EXERCISE INSTRUCTIONS: When you answer, give every record back exactly as written.

DATA FOR ANALYSIS:
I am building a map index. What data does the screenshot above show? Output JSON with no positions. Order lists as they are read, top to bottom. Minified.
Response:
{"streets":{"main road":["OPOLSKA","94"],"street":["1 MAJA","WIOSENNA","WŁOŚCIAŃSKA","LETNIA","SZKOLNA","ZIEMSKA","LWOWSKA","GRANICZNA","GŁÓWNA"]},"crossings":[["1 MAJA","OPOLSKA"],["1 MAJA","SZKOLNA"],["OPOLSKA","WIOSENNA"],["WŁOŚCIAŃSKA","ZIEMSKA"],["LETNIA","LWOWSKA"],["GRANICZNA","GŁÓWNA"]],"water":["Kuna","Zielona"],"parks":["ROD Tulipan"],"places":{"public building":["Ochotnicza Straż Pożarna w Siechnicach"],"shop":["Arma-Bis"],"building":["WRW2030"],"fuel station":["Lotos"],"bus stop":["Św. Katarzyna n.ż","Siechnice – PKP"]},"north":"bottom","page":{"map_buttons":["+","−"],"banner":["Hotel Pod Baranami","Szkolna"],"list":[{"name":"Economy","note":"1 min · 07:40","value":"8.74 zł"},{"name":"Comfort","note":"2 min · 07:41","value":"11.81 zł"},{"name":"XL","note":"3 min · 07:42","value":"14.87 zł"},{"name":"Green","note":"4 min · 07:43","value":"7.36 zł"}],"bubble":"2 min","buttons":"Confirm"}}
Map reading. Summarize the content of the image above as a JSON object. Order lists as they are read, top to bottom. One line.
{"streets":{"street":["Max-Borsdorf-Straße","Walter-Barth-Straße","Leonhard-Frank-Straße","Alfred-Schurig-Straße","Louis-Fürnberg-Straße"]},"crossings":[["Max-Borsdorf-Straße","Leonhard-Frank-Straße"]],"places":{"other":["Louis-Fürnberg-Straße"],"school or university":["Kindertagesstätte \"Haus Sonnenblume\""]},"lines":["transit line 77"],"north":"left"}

EXPECTED OUTPUT:
I am building a map index. What data does the screenshot above show? Output JSON with no positions. Order lists as they are read, top to bottom. Minified.
Response:
{"streets":{"main road":["OPOLSKA","94"],"street":["1 MAJA","WIOSENNA","WŁOŚCIAŃSKA","LETNIA","SZKOLNA","ZIEMSKA","LWOWSKA","GRANICZNA","GŁÓWNA"]},"crossings":[["1 MAJA","OPOLSKA"],["1 MAJA","SZKOLNA"],["OPOLSKA","WIOSENNA"],["WŁOŚCIAŃSKA","ZIEMSKA"],["LETNIA","LWOWSKA"],["GRANICZNA","GŁÓWNA"]],"water":["Kuna","Zielona"],"parks":["ROD Tulipan"],"places":{"public building":["Ochotnicza Straż Pożarna w Siechnicach"],"shop":["Arma-Bis"],"building":["WRW2030"],"fuel station":["Lotos"],"bus stop":["Św. Katarzyna n.ż","Siechnice – PKP"]},"north":"bottom","page":{"map_buttons":["+","−"],"banner":["Hotel Pod Baranami","Szkolna"],"list":[{"name":"Economy","note":"1 min · 07:40","value":"8.74 zł"},{"name":"Comfort","note":"2 min · 07:41","value":"11.81 zł"},{"name":"XL","note":"3 min · 07:42","value":"14.87 zł"},{"name":"Green","note":"4 min · 07:43","value":"7.36 zł"}],"bubble":"2 min","buttons":"Confirm"}}
Map reading. Summarize the content of the image above as a JSON object. Order lists as they are read, top to bottom. One line.
{"streets":{"street":["Max-Borsdorf-Straße","Walter-Barth-Straße","Leonhard-Frank-Straße","Alfred-Schurig-Straße","Louis-Fürnberg-Straße"]},"crossings":[["Max-Borsdorf-Straße","Leonhard-Frank-Straße"]],"places":{"other":["Louis-Fürnberg-Straße"],"school or university":["Kindertagesstätte \"Haus Sonnenblume\""]},"lines":["transit line 77"],"north":"left"}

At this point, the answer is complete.